Which lines of the data hold the word "halo"? Copy all of them.

RECORDS PROVIDED ::
※

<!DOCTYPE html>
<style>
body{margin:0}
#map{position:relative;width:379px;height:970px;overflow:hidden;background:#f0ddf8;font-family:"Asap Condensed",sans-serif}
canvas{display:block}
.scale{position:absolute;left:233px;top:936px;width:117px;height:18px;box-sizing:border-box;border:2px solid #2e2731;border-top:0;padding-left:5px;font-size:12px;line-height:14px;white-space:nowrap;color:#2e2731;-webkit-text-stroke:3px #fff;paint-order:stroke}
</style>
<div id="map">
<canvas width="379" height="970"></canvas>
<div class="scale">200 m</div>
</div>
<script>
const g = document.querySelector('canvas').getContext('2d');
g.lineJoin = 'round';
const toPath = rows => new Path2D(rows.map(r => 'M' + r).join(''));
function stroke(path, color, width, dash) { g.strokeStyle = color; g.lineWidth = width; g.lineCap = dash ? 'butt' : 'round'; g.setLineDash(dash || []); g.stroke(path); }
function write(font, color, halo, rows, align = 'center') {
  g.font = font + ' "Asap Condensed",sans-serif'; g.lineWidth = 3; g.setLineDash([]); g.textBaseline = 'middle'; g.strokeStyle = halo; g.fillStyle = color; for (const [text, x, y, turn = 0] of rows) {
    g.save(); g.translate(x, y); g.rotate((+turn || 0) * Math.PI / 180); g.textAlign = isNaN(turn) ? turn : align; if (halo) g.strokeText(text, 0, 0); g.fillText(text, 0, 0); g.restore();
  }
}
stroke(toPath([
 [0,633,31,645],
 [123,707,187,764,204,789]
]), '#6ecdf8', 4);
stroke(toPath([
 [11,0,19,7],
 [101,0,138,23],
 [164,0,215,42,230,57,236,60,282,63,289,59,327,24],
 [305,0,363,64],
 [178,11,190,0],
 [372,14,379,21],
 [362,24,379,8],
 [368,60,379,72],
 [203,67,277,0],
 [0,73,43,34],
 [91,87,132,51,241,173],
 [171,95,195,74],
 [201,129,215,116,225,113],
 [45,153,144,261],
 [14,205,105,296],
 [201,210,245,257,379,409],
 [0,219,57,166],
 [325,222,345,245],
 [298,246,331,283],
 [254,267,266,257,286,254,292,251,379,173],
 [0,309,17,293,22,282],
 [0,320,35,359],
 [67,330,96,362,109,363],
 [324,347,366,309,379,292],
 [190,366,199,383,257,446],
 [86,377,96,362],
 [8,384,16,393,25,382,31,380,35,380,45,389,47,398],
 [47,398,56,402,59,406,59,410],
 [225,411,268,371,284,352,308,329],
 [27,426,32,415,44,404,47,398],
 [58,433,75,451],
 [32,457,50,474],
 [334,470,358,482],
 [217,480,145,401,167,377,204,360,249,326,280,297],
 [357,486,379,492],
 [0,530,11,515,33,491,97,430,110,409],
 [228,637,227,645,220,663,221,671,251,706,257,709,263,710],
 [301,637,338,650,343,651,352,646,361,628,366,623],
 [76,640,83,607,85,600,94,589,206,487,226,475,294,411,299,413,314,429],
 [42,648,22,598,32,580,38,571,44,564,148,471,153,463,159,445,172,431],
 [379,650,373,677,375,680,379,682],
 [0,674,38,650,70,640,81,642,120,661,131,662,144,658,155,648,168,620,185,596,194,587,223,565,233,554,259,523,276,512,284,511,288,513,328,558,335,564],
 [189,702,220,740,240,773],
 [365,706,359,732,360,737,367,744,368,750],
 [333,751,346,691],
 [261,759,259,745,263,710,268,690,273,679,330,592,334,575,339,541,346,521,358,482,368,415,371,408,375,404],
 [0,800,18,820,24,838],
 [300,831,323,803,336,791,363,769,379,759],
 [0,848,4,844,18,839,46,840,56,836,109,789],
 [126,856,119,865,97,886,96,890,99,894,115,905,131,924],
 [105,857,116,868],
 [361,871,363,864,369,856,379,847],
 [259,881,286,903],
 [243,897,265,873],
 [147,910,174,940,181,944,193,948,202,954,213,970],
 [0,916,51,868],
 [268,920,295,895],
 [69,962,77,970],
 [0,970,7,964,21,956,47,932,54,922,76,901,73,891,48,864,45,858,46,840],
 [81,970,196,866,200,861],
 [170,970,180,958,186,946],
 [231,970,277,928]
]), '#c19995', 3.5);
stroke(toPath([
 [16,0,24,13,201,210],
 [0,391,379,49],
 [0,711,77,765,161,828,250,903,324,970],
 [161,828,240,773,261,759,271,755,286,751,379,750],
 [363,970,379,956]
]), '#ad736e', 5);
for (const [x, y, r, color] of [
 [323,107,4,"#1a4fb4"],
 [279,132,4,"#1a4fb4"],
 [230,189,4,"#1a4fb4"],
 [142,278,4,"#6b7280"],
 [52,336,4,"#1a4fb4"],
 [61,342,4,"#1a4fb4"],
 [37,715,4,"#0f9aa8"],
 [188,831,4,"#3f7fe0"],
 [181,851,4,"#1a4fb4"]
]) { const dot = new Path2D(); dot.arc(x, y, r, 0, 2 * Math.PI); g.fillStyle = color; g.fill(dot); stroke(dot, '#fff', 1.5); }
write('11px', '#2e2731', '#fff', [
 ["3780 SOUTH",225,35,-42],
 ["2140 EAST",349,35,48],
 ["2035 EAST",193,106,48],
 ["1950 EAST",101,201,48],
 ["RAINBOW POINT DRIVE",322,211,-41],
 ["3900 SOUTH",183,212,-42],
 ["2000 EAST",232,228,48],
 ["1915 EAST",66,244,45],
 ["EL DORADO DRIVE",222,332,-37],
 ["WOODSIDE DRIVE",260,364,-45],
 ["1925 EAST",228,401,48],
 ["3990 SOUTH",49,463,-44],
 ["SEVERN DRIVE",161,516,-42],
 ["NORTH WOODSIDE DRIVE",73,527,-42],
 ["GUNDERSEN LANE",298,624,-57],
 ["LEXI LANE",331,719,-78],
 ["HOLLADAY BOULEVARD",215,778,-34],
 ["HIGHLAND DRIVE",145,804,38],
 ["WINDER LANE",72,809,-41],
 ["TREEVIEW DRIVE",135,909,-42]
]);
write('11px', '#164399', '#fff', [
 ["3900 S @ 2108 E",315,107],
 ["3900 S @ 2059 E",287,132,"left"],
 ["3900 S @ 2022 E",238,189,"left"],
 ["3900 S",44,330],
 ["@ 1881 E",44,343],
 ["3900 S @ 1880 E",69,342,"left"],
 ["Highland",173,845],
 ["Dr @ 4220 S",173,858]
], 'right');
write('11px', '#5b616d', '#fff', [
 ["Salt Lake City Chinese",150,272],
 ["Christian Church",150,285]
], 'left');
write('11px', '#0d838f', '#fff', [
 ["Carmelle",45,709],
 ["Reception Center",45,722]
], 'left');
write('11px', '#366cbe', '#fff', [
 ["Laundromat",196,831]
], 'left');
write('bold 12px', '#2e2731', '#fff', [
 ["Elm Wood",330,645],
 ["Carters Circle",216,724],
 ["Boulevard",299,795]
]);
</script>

※

SOLVED EXERCISE ::
function write(font, color, halo, rows, align = 'center') {
  g.font = font + ' "Asap Condensed",sans-serif'; g.lineWidth = 3; g.setLineDash([]); g.textBaseline = 'middle'; g.strokeStyle = halo; g.fillStyle = color; for (const [text, x, y, turn = 0] of rows) {
    g.save(); g.translate(x, y); g.rotate((+turn || 0) * Math.PI / 180); g.textAlign = isNaN(turn) ? turn : align; if (halo) g.strokeText(text, 0, 0); g.fillText(text, 0, 0); g.restore();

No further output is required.